Pourtant, les faits sont têtus. Rien n’éclaire mieux les conséquences des propositions de Jean-Luc Mélenchon que la situation du Venezuela chaviste qui a appliqué ces mêmes recettes : nationalisations et expropriations des entreprises privées ; confiscation des richesses par l’État pour financer les missions sociales ; enrégimentement de la société par les comités d’approvisionnement et les milices ; projet de constituante pour tenter de sauver le régime ; rupture avec l’Occident, les États-Unis et les institutions multilatérales.
Le bilan de la révolution bolivarienne est édifiant. Au plan économique, la ruine du pays qui possède les premières réserves pétrolières du monde devant l’Arabie saoudite avec une récession de 10 % par an en 2016 et 2017 et une inflation qui culmine à 1 000 % par an. Au plan financier, une situation de défaut et des réserves de changes réduites à 10 milliards de dollars, soit moins d’un mois d’importations. Au plan social, une famine endémique, l’absence des produits de première nécessité, les coupures chroniques d’eau et d’électricité, l’arrêt des soins médicaux et la pénurie de médicaments. Au plan civil, l’explosion de la criminalité avec la prise de contrôle des villes par les gangs qui servent de milices au régime et sont responsables de plus de 6 000 homicides par an dans la seule agglomération de Caracas. Au plan humain, un flot d’un million et demi de réfugiés et de boat people fuyant vers le Brésil et la Colombie. Au plan politique, depuis l’annonce d’une nouvelle Constitution, une situation de guerre civile qui a fait une soixantaine de morts et plus de 500 blessés en deux mois tandis que les libertés publiques sont suspendues par l’état d’exception, les manifestants jugés par des tribunaux militaires et les dirigeants de l’opposition systématiquement emprisonnés. Au plan international, l’isolement complet avec l’exclusion de l’Organisation des États américains, la suspension du Mercosur, la prise de distance de la Chine – qui s’apprête à perdre 65 milliards de dollars de prêts impayés – comme de Cuba qui gérait les services de sécurité du régime.

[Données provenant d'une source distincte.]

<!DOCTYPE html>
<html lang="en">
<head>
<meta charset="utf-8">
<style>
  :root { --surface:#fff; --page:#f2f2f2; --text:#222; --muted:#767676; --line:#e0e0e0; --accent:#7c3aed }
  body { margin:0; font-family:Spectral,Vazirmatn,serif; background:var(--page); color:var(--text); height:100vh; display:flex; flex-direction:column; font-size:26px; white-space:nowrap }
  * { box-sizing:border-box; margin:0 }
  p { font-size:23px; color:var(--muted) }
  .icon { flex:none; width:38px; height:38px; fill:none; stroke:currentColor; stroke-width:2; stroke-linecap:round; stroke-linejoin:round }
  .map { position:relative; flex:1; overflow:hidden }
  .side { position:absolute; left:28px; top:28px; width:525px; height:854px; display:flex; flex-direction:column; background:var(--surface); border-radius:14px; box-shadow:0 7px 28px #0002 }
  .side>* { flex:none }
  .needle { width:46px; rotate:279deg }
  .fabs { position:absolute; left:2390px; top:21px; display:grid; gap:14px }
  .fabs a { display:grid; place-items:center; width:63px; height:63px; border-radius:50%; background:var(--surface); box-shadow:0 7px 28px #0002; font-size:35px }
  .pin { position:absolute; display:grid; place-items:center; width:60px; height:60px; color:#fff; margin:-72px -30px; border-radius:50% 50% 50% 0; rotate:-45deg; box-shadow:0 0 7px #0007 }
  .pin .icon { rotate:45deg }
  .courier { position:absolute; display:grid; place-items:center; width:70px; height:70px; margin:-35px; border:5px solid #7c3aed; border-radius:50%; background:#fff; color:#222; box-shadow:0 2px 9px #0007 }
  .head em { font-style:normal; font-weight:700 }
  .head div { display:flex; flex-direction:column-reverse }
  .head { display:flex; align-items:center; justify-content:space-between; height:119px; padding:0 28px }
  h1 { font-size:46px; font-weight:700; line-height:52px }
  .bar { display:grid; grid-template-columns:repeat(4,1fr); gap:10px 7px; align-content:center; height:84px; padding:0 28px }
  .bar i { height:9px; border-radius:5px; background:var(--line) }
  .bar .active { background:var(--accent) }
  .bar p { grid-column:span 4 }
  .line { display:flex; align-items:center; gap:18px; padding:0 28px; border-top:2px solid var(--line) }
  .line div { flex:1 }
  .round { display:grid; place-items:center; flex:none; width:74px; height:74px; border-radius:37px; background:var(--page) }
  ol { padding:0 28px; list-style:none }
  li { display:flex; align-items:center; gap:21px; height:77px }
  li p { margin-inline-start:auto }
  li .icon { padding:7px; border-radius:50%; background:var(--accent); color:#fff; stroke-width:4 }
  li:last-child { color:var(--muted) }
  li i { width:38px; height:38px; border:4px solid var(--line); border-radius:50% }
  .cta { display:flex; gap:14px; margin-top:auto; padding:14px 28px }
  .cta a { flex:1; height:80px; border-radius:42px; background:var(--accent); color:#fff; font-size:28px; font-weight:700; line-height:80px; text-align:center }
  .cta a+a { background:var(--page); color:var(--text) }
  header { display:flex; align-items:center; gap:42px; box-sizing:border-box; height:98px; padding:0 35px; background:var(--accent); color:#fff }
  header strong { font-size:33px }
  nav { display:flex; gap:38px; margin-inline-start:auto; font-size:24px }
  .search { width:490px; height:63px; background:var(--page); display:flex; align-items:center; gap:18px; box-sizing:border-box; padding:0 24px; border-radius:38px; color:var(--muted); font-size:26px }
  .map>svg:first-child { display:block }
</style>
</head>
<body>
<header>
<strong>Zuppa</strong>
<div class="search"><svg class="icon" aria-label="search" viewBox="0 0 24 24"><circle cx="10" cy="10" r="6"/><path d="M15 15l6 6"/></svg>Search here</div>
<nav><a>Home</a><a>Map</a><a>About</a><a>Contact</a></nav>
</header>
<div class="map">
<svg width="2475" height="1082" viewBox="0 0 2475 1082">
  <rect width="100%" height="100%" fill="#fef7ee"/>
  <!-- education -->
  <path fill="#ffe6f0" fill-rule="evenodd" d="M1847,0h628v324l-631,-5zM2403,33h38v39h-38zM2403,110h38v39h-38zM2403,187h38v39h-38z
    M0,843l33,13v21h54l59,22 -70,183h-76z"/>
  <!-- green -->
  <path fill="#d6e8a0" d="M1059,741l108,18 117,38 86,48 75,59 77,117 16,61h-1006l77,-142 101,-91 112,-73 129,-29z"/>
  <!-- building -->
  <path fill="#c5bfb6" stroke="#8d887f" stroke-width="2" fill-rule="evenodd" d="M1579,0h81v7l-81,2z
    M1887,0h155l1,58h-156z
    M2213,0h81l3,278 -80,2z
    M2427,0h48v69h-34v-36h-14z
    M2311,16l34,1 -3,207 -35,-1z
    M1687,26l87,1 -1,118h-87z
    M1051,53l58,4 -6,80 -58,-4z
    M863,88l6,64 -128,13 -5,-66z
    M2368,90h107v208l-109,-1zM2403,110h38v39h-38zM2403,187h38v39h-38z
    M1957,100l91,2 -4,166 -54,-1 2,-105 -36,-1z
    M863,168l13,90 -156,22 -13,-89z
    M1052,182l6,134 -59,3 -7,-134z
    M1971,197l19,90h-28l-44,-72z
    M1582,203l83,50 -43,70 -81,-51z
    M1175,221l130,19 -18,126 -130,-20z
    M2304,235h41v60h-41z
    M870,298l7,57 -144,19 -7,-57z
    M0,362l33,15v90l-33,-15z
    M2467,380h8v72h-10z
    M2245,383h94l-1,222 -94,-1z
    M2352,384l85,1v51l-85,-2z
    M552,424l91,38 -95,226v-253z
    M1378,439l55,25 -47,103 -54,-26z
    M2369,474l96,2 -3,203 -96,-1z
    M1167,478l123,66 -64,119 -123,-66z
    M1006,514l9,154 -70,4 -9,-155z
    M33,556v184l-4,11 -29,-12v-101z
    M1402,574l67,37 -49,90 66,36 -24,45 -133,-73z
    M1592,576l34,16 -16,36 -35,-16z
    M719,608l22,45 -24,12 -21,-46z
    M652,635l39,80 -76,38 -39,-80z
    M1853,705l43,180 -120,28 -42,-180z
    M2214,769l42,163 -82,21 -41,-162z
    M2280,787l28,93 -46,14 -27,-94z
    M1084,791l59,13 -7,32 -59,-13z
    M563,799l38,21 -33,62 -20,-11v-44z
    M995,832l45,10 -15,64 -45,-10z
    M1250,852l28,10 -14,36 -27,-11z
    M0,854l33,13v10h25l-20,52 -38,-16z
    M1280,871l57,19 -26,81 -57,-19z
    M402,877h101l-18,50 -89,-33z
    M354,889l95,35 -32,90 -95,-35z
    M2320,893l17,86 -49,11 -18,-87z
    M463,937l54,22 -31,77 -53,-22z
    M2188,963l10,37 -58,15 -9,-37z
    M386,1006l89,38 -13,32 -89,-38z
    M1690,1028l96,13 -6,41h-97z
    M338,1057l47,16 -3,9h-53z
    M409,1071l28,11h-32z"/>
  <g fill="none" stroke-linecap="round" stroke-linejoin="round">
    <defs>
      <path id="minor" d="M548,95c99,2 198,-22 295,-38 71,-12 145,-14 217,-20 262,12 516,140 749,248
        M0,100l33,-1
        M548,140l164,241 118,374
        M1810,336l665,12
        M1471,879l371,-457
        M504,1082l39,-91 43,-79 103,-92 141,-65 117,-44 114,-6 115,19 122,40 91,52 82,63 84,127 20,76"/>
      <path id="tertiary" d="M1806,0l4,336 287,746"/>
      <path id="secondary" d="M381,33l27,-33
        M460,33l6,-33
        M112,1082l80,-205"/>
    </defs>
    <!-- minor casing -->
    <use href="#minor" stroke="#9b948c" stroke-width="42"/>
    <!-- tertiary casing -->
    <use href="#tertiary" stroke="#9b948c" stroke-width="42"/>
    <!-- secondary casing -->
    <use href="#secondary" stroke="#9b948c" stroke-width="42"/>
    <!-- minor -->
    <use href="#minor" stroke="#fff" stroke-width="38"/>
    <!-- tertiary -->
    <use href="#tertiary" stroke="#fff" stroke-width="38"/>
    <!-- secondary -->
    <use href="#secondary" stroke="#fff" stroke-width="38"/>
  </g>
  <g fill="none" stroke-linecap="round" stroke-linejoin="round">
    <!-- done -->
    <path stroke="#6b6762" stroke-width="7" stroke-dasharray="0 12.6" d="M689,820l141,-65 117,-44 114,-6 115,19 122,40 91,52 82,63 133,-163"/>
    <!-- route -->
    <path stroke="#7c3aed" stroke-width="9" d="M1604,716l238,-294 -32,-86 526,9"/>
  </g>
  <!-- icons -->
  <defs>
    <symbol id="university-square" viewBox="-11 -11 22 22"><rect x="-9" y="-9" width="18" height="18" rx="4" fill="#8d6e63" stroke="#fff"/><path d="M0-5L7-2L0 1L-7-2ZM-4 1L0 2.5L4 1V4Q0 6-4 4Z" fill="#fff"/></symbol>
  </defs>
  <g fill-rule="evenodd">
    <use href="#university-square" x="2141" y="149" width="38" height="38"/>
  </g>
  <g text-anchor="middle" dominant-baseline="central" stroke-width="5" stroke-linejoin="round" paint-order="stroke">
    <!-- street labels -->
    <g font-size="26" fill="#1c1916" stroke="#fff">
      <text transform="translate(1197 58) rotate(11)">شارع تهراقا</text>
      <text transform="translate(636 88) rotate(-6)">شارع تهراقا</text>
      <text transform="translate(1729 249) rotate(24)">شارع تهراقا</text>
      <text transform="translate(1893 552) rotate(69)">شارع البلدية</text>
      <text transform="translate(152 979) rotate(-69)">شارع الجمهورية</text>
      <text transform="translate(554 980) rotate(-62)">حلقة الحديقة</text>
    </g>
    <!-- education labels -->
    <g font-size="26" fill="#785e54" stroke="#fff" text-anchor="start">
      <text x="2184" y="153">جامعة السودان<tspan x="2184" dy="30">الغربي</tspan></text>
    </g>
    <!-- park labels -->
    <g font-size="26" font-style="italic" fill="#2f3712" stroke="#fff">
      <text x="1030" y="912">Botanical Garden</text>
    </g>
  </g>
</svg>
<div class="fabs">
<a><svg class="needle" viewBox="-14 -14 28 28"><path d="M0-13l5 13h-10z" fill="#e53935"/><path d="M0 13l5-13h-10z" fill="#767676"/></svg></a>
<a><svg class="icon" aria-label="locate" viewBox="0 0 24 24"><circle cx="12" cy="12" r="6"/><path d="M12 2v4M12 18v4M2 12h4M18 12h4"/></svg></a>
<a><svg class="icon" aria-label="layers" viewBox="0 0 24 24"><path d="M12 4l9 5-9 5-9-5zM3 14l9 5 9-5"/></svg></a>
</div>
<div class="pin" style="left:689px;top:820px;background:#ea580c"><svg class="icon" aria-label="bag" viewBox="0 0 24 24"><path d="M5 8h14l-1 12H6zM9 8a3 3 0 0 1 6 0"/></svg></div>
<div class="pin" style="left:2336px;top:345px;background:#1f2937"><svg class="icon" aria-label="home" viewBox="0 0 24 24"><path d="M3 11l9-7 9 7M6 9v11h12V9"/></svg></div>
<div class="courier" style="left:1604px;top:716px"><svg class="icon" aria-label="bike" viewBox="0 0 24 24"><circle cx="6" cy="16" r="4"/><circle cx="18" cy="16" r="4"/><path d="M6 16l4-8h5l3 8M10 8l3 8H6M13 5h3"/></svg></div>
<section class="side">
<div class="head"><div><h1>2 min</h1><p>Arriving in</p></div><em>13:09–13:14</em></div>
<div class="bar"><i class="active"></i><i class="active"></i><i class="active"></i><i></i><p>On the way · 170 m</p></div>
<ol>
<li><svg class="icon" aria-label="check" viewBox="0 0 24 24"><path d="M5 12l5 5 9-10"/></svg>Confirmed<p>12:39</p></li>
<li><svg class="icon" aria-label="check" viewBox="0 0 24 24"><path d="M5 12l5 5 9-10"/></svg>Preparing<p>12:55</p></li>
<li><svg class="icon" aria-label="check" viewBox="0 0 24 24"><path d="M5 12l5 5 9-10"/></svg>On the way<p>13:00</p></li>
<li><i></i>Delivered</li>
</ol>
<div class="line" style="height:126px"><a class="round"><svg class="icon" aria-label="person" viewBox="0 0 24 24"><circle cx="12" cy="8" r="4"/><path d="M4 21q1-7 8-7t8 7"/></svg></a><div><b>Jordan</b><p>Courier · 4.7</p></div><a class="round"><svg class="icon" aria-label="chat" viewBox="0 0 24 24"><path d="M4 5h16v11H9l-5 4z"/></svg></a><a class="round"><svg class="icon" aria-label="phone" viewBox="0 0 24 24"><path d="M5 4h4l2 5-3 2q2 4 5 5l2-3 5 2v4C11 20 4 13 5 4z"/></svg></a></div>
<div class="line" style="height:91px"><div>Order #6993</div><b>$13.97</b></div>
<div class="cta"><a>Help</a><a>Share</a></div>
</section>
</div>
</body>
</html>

Les bases du redressement existent, car le Venezuela, au-delà de ses exceptionnelles ressources en hydrocarbures, dispose d’immenses richesses naturelles (or, argent, diamants, bauxite), d’un potentiel agricole et touristique exceptionnel, d’une classe moyenne éduquée ainsi que de remarquables élites. Mais il n’est pas de solution possible sans un changement drastique de modèle économique et social, associé à une restructuration financière et une aide internationale. Donc sans le départ du président Maduro et la fin du chavisme.
La tragédie vénézuélienne renvoie moins à la malédiction des matières premières qu’à une idéologie dévastatrice pour l’économie, les libertés et l’humanité. Le stade suprême de la révolution bolivarienne dont se réclame Jean-Luc Mélenchon, c’est la dictature militaire, la paupérisation absolue des masses, la guerre de tous contre tous.
Mario Vargas Llosa, Prix Nobel de littérature, commentait en 2010 la chronique de la ruine annoncée du Venezuela par Hugo Chavez dans les termes suivants : « L’existence d’un caudillo charismatique suppose toujours l’abdication de la volonté, du libre arbitre, de l’esprit créateur et de la rationalité de tout un peuple devant un individu reconnu comme un être supérieur, mieux doté pour décider du bien et du mal pour un pays tout entier en matière économique, politique, culturelle, sociale, scientifique. Est-ce cela que nous voulons ? Qu’un nouveau Chavez vienne nous libérer de Chavez ? » Notre pays a besoin de tout sauf d’un nouveau Chavez.